For instance, rifampin, which is a drug used for the treatment of tuberculosis, has a high betweenness value (consequently, an interaction potential), thus suggesting a careful and prudent therapeutic regimen, when tuberculosis is associated with other pathologies that also require medication, such as cardiovascular or psychotic disorders.
What finding did you find the most surprising?
Well, we were both surprised and amazed to see the extent of confirmation of our predicted drug repositionings. We are talking about the most recent experimental medical and pharmaceutical discoveries. Our supplementary material presents many such examples.
Our research provides a general and accurate framework which takes a big collection of drug interactions in order to predict new pharmacological properties for those drugs. Also, our approach provides an intuitive, visual representation on drug interactions.
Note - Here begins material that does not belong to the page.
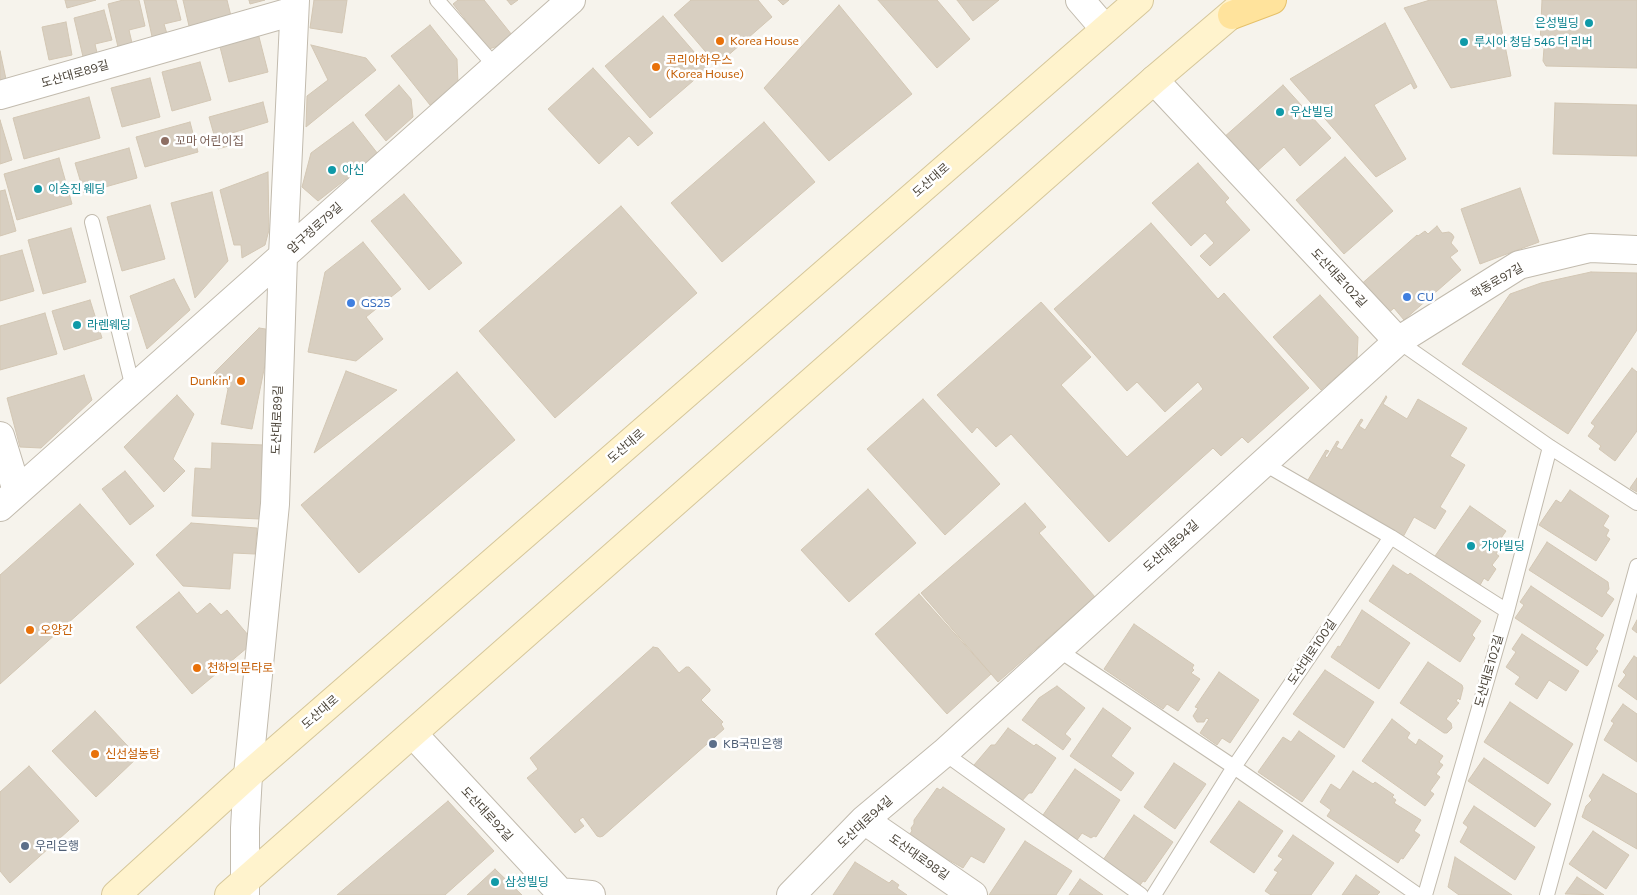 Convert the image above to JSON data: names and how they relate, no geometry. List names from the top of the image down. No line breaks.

How can the clustering approach be used for phenotyping patients in personalized medicine applications? For instance, in cancer, would it also be analyzed in concert with the cancer genome atlas since all cancers have different gene expression data?
Our clustering technique is able to show how, for a given disease, the various considered factors converge and associate in large groups of patients; this is how we can define phenotypes. Indeed, besides metabolome, diseasome, and different types of interactomes, one such factor can be the human genome.
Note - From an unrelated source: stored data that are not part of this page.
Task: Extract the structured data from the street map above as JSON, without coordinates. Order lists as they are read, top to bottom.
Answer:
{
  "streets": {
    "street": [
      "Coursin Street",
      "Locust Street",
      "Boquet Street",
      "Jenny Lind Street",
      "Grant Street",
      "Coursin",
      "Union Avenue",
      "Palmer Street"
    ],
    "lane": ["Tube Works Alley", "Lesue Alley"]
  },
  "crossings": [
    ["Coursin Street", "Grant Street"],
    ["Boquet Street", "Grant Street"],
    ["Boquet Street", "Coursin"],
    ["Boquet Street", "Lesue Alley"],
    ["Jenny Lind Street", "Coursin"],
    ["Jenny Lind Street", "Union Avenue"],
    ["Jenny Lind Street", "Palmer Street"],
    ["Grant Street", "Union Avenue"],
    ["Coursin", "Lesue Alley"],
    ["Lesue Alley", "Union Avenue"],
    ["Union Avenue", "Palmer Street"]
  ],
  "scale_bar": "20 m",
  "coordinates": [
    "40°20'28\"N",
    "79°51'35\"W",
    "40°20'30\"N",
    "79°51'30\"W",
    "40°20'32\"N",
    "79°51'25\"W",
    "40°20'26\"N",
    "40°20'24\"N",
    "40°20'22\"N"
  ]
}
How did the research team come together? Why did you all connect on this topic?
The idea of using our engineering background in order to undertake research in complex systems came when I met Mihai Udrescu in Pittsburgh five years ago. He was a visiting researcher at Carnegie Mellon University while I was a Ph.D. student there. Mihai is a computer engineer based at University Politehnica in Timisoara, Romania, who at that time was trying to find new momentum for his research. We can trace back the seminal ideas that underpin our work to this particular moment: the summer of 2011.
The second relevant moment is the summer of 2013 when Mihai presented our ideas to his wife, who is a pharmacist and at that time was working on her Ph.D. project. This way, our network science perspective connected with the field of system pharmacology, drug design, and drug repositioning. That’s how our team has assembled: Lucretia Udrescu with her Ph.D. advisor, Professor Ludovic Kurunczi (Research Institute of Chemistry of the Romanian Academy), and department colleague Laura Sbarcea (Faculty of Pharmacy from the University of Medicine and Pharmacy Timisoara), myself, and Mihai Udrescu with his postdoc team (Alexandru Topirceanu and Alexandru Iovanovici) from his engineering university.
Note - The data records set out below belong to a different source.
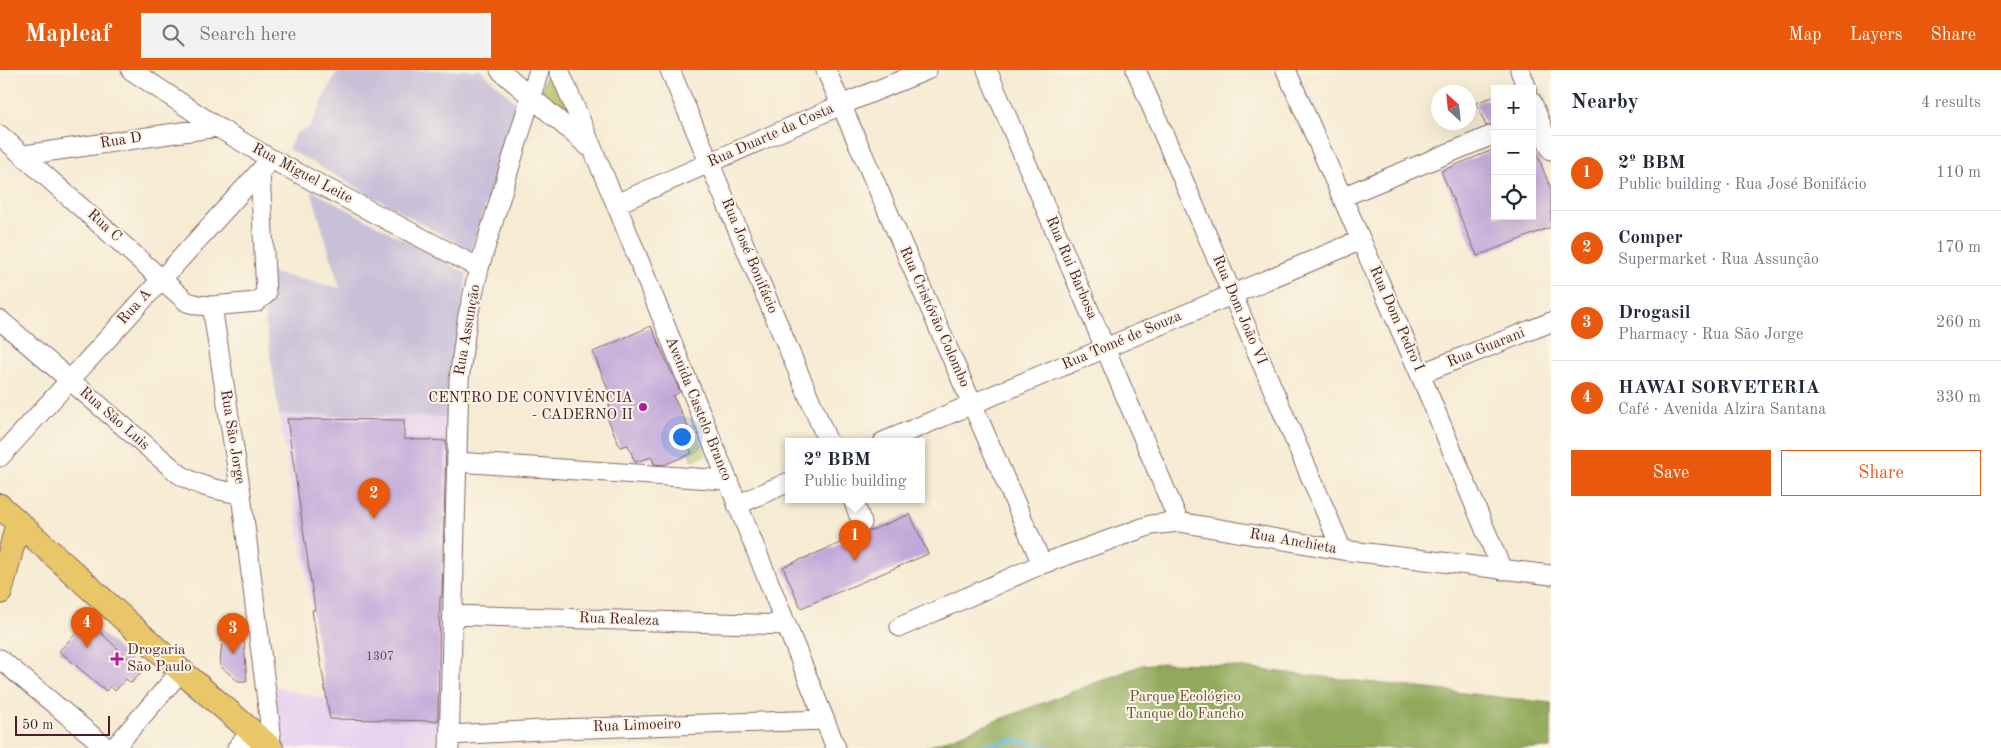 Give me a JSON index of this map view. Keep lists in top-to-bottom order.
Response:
{
  "streets": {
    "street": [
      "Rua Duarte da Costa",
      "Rua D",
      "Rua Miguel Leite",
      "Rua C",
      "Rua José Bonifácio",
      "Rua Rui Barbosa",
      "Rua A",
      "Rua Dom João VI",
      "Rua Cristóvão Colombo",
      "Rua Dom Pedro I",
      "Rua Assunção",
      "Rua Tomé de Souza",
      "Rua Guarani",
      "Avenida Castelo Branco",
      "Rua São Luis",
      "Rua São Jorge",
      "Rua Anchieta",
      "Rua Realeza",
      "Rua Limoeiro"
    ]
  },
  "crossings": [
    ["Rua Duarte da Costa", "Rua José Bonifácio"],
    ["Rua Duarte da Costa", "Rua Cristóvão Colombo"],
    ["Rua Duarte da Costa", "Avenida Castelo Branco"],
    ["Rua D", "Rua Miguel Leite"],
    ["Rua D", "Rua C"],
    ["Rua Miguel Leite", "Rua A"],
    ["Rua Miguel Leite", "Rua Assunção"],
    ["Rua C", "Rua A"],
    ["Rua C", "Rua São Jorge"],
    ["Rua Rui Barbosa", "Rua Tomé de Souza"],
    ["Rua Rui Barbosa", "Rua Anchieta"],
    ["Rua A", "Rua São Luis"],
    ["Rua Dom João VI", "Rua Tomé de Souza"],
    ["Rua Dom João VI", "Rua Anchieta"],
    ["Rua Cristóvão Colombo", "Rua Tomé de Souza"],
    ["Rua Cristóvão Colombo", "Rua Anchieta"],
    ["Rua Dom Pedro I", "Rua Tomé de Souza"],
    ["Rua Dom Pedro I", "Rua Guarani"],
    ["Rua Dom Pedro I", "Rua Anchieta"],
    ["Rua Assunção", "Rua Realeza"],
    ["Rua Assunção", "Rua Limoeiro"],
    ["Avenida Castelo Branco", "Rua Realeza"],
    ["Avenida Castelo Branco", "Rua Limoeiro"],
    ["Rua São Luis", "Rua São Jorge"]
  ],
  "parks": ["Parque Ecológico Tanque do Fancho"],
  "places": {
    "other": ["CENTRO DE CONVIVÊNCIA - CADERNO II"],
    "health": ["Drogaria São Paulo"]
  },
  "house_numbers": ["1307"],
  "scale_bar": "50 m",
  "north": "top left",
  "page": {
    "header": "Mapleaf",
    "search": "Search here",
    "nav": ["Map", "Layers", "Share"],
    "heading": ["Nearby", "4 results"],
    "map_buttons": ["+", "−"],
    "list": [
      {
        "mark": "1",
        "name": "2º BBM",
        "note": "Public building · Rua José Bonifácio",
        "value": "110 m"
      },
      {
        "mark": "2",
        "name": "Comper",
        "note": "Supermarket · Rua Assunção",
        "value": "170 m"
      },
      {
        "mark": "3",
        "name": "Drogasil",
        "note": "Pharmacy · Rua São Jorge",
        "value": "260 m"
      },
      {
        "mark": "4",
        "name": "HAWAI SORVETERIA",
        "note": "Café · Avenida Alzira Santana",
        "value": "330 m"
      }
    ],
    "buttons": ["Save", "Share"],
    "popup": ["2º BBM", "Public building"],
    "pins": [
      "2",
      "1",
      "4",
      "3"
    ],
    "scale": "50 m"
  }
}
You’ve published twice in Nature. How difficult is it get something published in Nature?
The process is a very competitive since Nature is a highly ranked publication. The review stages can sometimes be laborious and demanding, but they can pose new interesting questions that can prompt the development of new research directions. You can appreciate this thorough review process only at the very end when the paper gets finalized and have thousands of new questions and tens of research directions.
Are you thinking of taking this research to the next level? What would that look like?
We plan to try to combine our methodology with other drug repurposing strategies, working from a structural perspective on drug-target interactions or chemical structure relationship networks. Such an endeavor will be extremely complex, so I think we will focus on specific disorders and diseases instead of using our current general approach that takes them all into consideration.
What are you working on now?
Right now, we are reading a lot of scholarly literature as we try to better relate our framework and ideas to complementary drug repositioning approaches.
We definitely do not feel satisfied. We are hungry for knowledge, now more than ever.